#### THE DATA
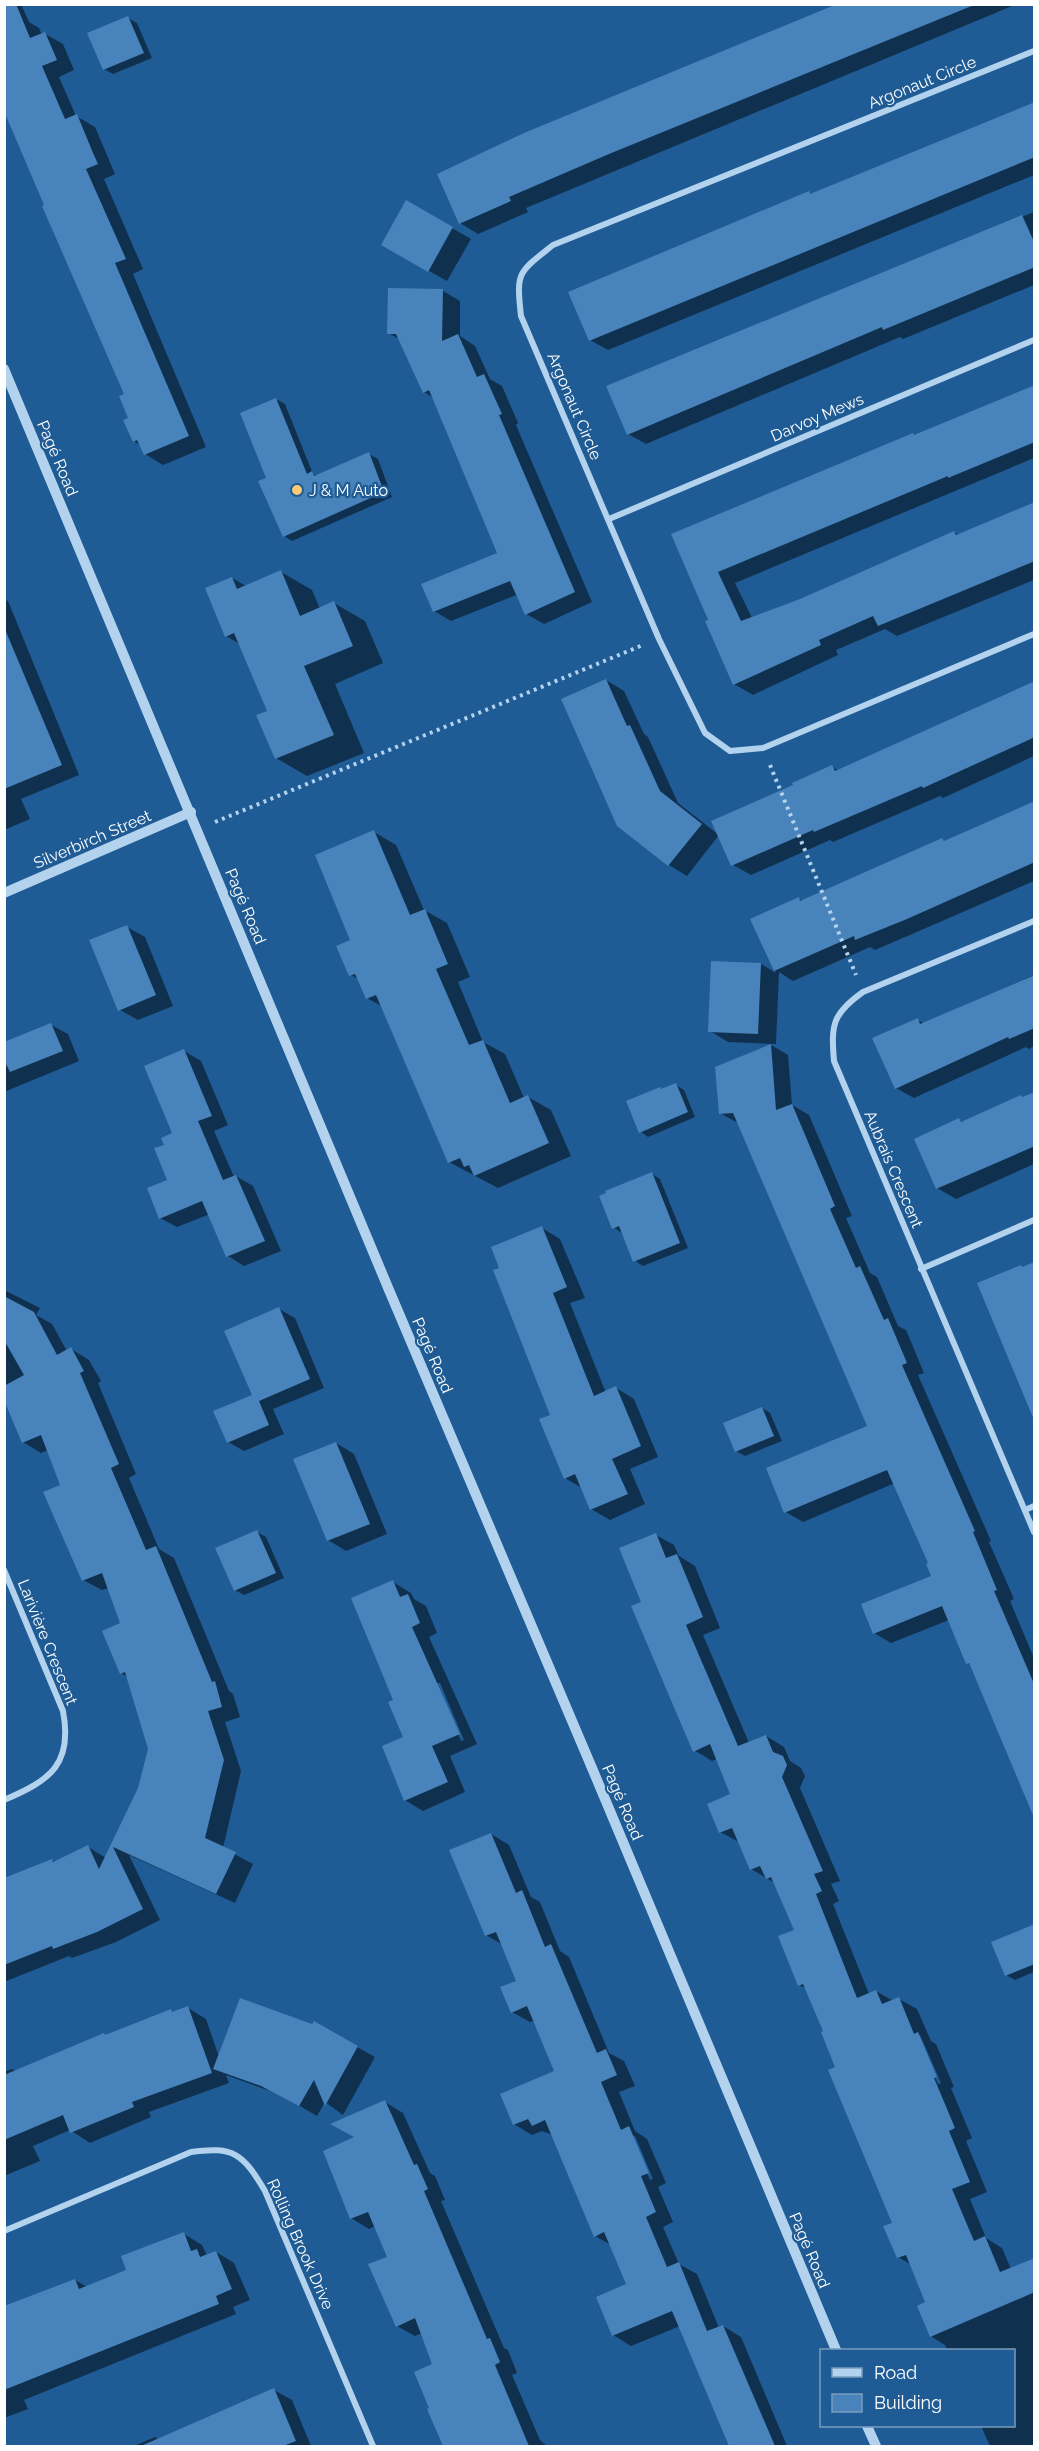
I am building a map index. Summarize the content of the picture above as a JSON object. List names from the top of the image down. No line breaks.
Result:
{"streets":{"street":["Argonaut Circle","Darvoy Mews","Pagé Road","Silverbirch Street","Aubrais Crescent","Larivière Crescent","Rolling Brook Drive"]},"crossings":[["Argonaut Circle","Darvoy Mews"],["Pagé Road","Silverbirch Street"]],"places":["J & M Auto"],"legend":["Road","Building"]}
########
ASSIGNMENT - Write out the data above precisely. Pictures stay out.

WRITTEN SOLUTION -
I am building a map index. Summarize the content of the picture above as a JSON object. List names from the top of the image down. No line breaks.
Result:
{"streets":{"street":["Argonaut Circle","Darvoy Mews","Pagé Road","Silverbirch Street","Aubrais Crescent","Larivière Crescent","Rolling Brook Drive"]},"crossings":[["Argonaut Circle","Darvoy Mews"],["Pagé Road","Silverbirch Street"]],"places":["J & M Auto"],"legend":["Road","Building"]}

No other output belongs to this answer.